### Exercise directions
What is the number of lines below that include the string "streets"? Provide that number alone.

### Exercise data
• • • • • • •

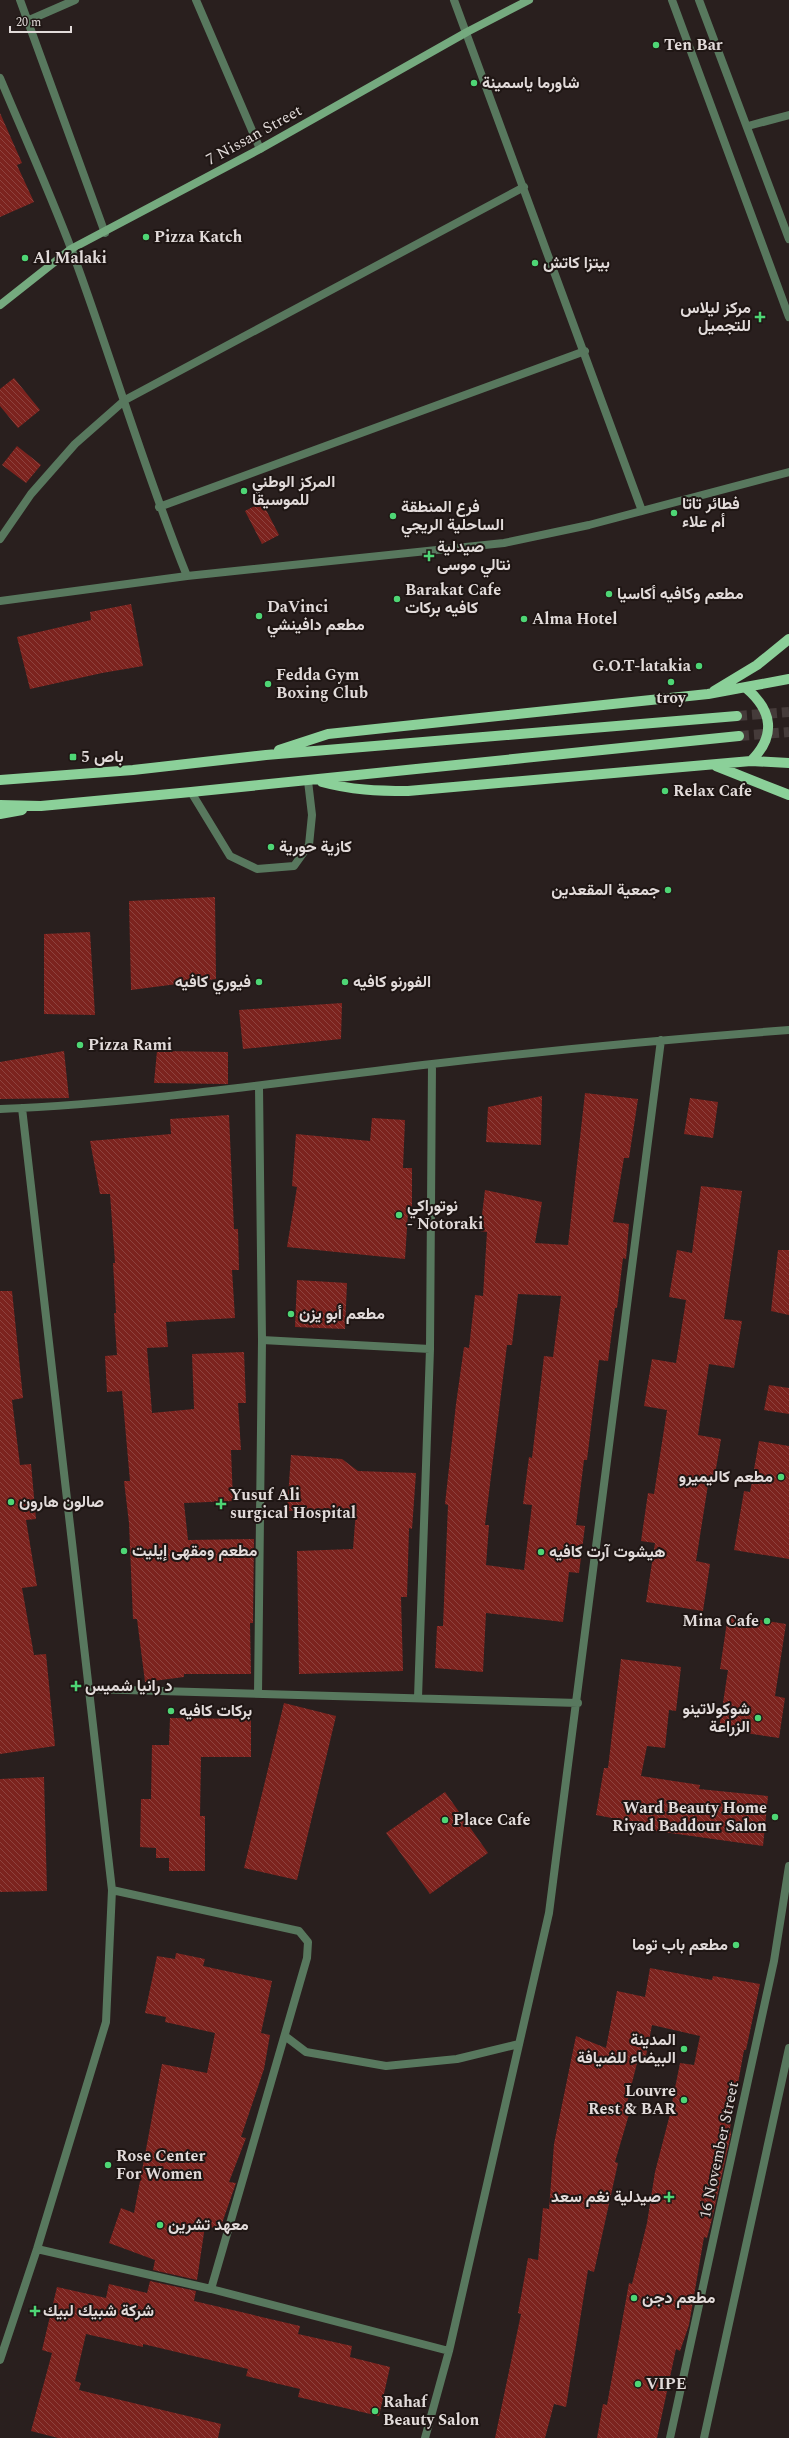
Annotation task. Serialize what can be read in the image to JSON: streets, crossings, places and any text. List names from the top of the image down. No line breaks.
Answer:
{"streets":{"main road":["7 Nissan Street"],"street":["16 November Street"]},"places":{"other":["Ten Bar","شاورما ياسمينة","Pizza Katch","Al Malaki","بيتزا كاتش","المركز الوطني للموسيقا","فطائر تاتا أم علاء","فرع المنطقة الساحلية الريجي","مطعم وكافيه أكاسيا","Barakat Cafe كافيه بركات","DaVinci مطعم دافينشي","Alma Hotel","G.O.T-latakia","troy","Fedda Gym Boxing Club","Relax Cafe","كازية حورية","جمعية المقعدين","فيوري كافيه","الفورنو كافيه","Pizza Rami","نوتوراكي - Notoraki","مطعم أبو يزن","مطعم كاليميرو","صالون هارون","مطعم ومقهى إيليت","هيشوت آرت كافيه","Mina Cafe","بركات كافيه","شوكولاتينو الزراعة","Ward Beauty Home Riyad Baddour Salon","Place Cafe","مطعم باب توما","المدينة البيضاء للضيافة","Louvre Rest & BAR","Rose Center For Women","معهد تشرين","مطعم دجن","VIPE","Rahaf Beauty Salon"],"health":["مركز ليلاس للتجميل","صيدلية نتالي موسى","Yusuf Ali surgical Hospital","د رانيا شميس","صيدلية نغم سعد","شركة شبيك لبيك"],"transit":["باص 5"]},"scale_bar":"20 m"}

• • • • • • •

### Output of the exercise
2